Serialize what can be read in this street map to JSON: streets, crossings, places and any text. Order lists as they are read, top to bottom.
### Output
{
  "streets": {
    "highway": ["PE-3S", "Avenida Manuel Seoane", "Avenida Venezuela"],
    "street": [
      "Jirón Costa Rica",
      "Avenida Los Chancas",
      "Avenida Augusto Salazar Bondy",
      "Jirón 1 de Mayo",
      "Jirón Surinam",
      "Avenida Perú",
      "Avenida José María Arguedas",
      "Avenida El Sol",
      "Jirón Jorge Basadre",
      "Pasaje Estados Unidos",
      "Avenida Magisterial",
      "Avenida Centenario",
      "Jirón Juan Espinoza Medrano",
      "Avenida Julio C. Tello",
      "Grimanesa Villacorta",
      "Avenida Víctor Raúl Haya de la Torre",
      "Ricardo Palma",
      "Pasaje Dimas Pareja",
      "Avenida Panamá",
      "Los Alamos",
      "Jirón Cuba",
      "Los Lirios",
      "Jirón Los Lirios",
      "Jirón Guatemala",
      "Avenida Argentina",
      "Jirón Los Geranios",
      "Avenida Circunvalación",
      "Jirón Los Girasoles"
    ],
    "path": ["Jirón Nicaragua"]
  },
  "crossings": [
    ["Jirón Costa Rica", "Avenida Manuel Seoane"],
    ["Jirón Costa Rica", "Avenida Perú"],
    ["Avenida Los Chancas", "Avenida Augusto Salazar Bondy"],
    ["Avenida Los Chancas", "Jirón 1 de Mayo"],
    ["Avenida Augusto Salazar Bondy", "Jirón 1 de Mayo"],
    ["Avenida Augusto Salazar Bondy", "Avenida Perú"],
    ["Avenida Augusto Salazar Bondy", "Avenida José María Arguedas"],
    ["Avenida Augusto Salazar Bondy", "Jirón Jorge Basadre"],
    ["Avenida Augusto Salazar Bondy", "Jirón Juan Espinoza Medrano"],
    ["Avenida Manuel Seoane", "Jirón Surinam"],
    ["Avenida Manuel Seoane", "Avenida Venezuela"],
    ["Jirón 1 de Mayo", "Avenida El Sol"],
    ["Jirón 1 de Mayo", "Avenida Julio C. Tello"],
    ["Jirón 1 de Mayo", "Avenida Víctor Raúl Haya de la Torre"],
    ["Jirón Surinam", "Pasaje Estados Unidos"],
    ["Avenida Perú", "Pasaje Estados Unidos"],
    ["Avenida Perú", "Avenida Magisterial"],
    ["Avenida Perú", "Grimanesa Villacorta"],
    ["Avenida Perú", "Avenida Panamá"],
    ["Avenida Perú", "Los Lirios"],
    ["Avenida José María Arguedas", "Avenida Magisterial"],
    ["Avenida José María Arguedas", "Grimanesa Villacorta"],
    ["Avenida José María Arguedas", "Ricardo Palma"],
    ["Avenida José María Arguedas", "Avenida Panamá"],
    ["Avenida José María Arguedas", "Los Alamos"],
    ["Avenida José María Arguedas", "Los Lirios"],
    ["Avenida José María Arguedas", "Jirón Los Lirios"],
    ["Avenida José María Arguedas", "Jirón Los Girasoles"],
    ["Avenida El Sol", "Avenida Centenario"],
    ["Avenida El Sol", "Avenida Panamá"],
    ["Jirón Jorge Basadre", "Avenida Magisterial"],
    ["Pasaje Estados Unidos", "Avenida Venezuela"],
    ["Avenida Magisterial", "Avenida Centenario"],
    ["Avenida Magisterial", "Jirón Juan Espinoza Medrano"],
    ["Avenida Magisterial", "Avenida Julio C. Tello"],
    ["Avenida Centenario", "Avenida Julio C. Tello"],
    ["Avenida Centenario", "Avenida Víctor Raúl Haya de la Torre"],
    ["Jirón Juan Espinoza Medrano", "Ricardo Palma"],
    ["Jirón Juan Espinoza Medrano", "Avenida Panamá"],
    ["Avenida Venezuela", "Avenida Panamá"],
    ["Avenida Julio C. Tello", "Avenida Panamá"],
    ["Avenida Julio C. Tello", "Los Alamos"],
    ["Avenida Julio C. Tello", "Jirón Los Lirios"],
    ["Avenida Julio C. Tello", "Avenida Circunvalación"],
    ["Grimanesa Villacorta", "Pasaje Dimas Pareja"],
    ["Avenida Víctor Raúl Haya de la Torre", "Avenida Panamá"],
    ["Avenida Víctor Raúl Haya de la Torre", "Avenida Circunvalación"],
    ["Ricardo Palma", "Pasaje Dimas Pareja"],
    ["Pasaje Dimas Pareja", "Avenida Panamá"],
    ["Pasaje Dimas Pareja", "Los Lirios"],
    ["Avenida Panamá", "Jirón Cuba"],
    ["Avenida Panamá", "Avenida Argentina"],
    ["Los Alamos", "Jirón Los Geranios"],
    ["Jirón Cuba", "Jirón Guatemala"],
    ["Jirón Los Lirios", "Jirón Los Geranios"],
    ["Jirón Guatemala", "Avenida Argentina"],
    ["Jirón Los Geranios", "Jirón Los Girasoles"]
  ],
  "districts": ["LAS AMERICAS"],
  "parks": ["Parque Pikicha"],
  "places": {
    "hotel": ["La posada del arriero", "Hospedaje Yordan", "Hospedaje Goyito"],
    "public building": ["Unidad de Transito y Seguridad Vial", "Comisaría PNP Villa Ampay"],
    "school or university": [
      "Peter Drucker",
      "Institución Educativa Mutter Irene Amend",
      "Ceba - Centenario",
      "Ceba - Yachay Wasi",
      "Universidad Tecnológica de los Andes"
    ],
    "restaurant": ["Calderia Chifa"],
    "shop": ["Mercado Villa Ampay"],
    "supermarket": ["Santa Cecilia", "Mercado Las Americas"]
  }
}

**Task instructions**. Recopy the records without any alteration.

**Answer to this task**.
Serialize what can be read in this street map to JSON: streets, crossings, places and any text. Order lists as they are read, top to bottom.
### Output
{
  "streets": {
    "highway": ["PE-3S", "Avenida Manuel Seoane", "Avenida Venezuela"],
    "street": [
      "Jirón Costa Rica",
      "Avenida Los Chancas",
      "Avenida Augusto Salazar Bondy",
      "Jirón 1 de Mayo",
      "Jirón Surinam",
      "Avenida Perú",
      "Avenida José María Arguedas",
      "Avenida El Sol",
      "Jirón Jorge Basadre",
      "Pasaje Estados Unidos",
      "Avenida Magisterial",
      "Avenida Centenario",
      "Jirón Juan Espinoza Medrano",
      "Avenida Julio C. Tello",
      "Grimanesa Villacorta",
      "Avenida Víctor Raúl Haya de la Torre",
      "Ricardo Palma",
      "Pasaje Dimas Pareja",
      "Avenida Panamá",
      "Los Alamos",
      "Jirón Cuba",
      "Los Lirios",
      "Jirón Los Lirios",
      "Jirón Guatemala",
      "Avenida Argentina",
      "Jirón Los Geranios",
      "Avenida Circunvalación",
      "Jirón Los Girasoles"
    ],
    "path": ["Jirón Nicaragua"]
  },
  "crossings": [
    ["Jirón Costa Rica", "Avenida Manuel Seoane"],
    ["Jirón Costa Rica", "Avenida Perú"],
    ["Avenida Los Chancas", "Avenida Augusto Salazar Bondy"],
    ["Avenida Los Chancas", "Jirón 1 de Mayo"],
    ["Avenida Augusto Salazar Bondy", "Jirón 1 de Mayo"],
    ["Avenida Augusto Salazar Bondy", "Avenida Perú"],
    ["Avenida Augusto Salazar Bondy", "Avenida José María Arguedas"],
    ["Avenida Augusto Salazar Bondy", "Jirón Jorge Basadre"],
    ["Avenida Augusto Salazar Bondy", "Jirón Juan Espinoza Medrano"],
    ["Avenida Manuel Seoane", "Jirón Surinam"],
    ["Avenida Manuel Seoane", "Avenida Venezuela"],
    ["Jirón 1 de Mayo", "Avenida El Sol"],
    ["Jirón 1 de Mayo", "Avenida Julio C. Tello"],
    ["Jirón 1 de Mayo", "Avenida Víctor Raúl Haya de la Torre"],
    ["Jirón Surinam", "Pasaje Estados Unidos"],
    ["Avenida Perú", "Pasaje Estados Unidos"],
    ["Avenida Perú", "Avenida Magisterial"],
    ["Avenida Perú", "Grimanesa Villacorta"],
    ["Avenida Perú", "Avenida Panamá"],
    ["Avenida Perú", "Los Lirios"],
    ["Avenida José María Arguedas", "Avenida Magisterial"],
    ["Avenida José María Arguedas", "Grimanesa Villacorta"],
    ["Avenida José María Arguedas", "Ricardo Palma"],
    ["Avenida José María Arguedas", "Avenida Panamá"],
    ["Avenida José María Arguedas", "Los Alamos"],
    ["Avenida José María Arguedas", "Los Lirios"],
    ["Avenida José María Arguedas", "Jirón Los Lirios"],
    ["Avenida José María Arguedas", "Jirón Los Girasoles"],
    ["Avenida El Sol", "Avenida Centenario"],
    ["Avenida El Sol", "Avenida Panamá"],
    ["Jirón Jorge Basadre", "Avenida Magisterial"],
    ["Pasaje Estados Unidos", "Avenida Venezuela"],
    ["Avenida Magisterial", "Avenida Centenario"],
    ["Avenida Magisterial", "Jirón Juan Espinoza Medrano"],
    ["Avenida Magisterial", "Avenida Julio C. Tello"],
    ["Avenida Centenario", "Avenida Julio C. Tello"],
    ["Avenida Centenario", "Avenida Víctor Raúl Haya de la Torre"],
    ["Jirón Juan Espinoza Medrano", "Ricardo Palma"],
    ["Jirón Juan Espinoza Medrano", "Avenida Panamá"],
    ["Avenida Venezuela", "Avenida Panamá"],
    ["Avenida Julio C. Tello", "Avenida Panamá"],
    ["Avenida Julio C. Tello", "Los Alamos"],
    ["Avenida Julio C. Tello", "Jirón Los Lirios"],
    ["Avenida Julio C. Tello", "Avenida Circunvalación"],
    ["Grimanesa Villacorta", "Pasaje Dimas Pareja"],
    ["Avenida Víctor Raúl Haya de la Torre", "Avenida Panamá"],
    ["Avenida Víctor Raúl Haya de la Torre", "Avenida Circunvalación"],
    ["Ricardo Palma", "Pasaje Dimas Pareja"],
    ["Pasaje Dimas Pareja", "Avenida Panamá"],
    ["Pasaje Dimas Pareja", "Los Lirios"],
    ["Avenida Panamá", "Jirón Cuba"],
    ["Avenida Panamá", "Avenida Argentina"],
    ["Los Alamos", "Jirón Los Geranios"],
    ["Jirón Cuba", "Jirón Guatemala"],
    ["Jirón Los Lirios", "Jirón Los Geranios"],
    ["Jirón Guatemala", "Avenida Argentina"],
    ["Jirón Los Geranios", "Jirón Los Girasoles"]
  ],
  "districts": ["LAS AMERICAS"],
  "parks": ["Parque Pikicha"],
  "places": {
    "hotel": ["La posada del arriero", "Hospedaje Yordan", "Hospedaje Goyito"],
    "public building": ["Unidad de Transito y Seguridad Vial", "Comisaría PNP Villa Ampay"],
    "school or university": [
      "Peter Drucker",
      "Institución Educativa Mutter Irene Amend",
      "Ceba - Centenario",
      "Ceba - Yachay Wasi",
      "Universidad Tecnológica de los Andes"
    ],
    "restaurant": ["Calderia Chifa"],
    "shop": ["Mercado Villa Ampay"],
    "supermarket": ["Santa Cecilia", "Mercado Las Americas"]
  }
}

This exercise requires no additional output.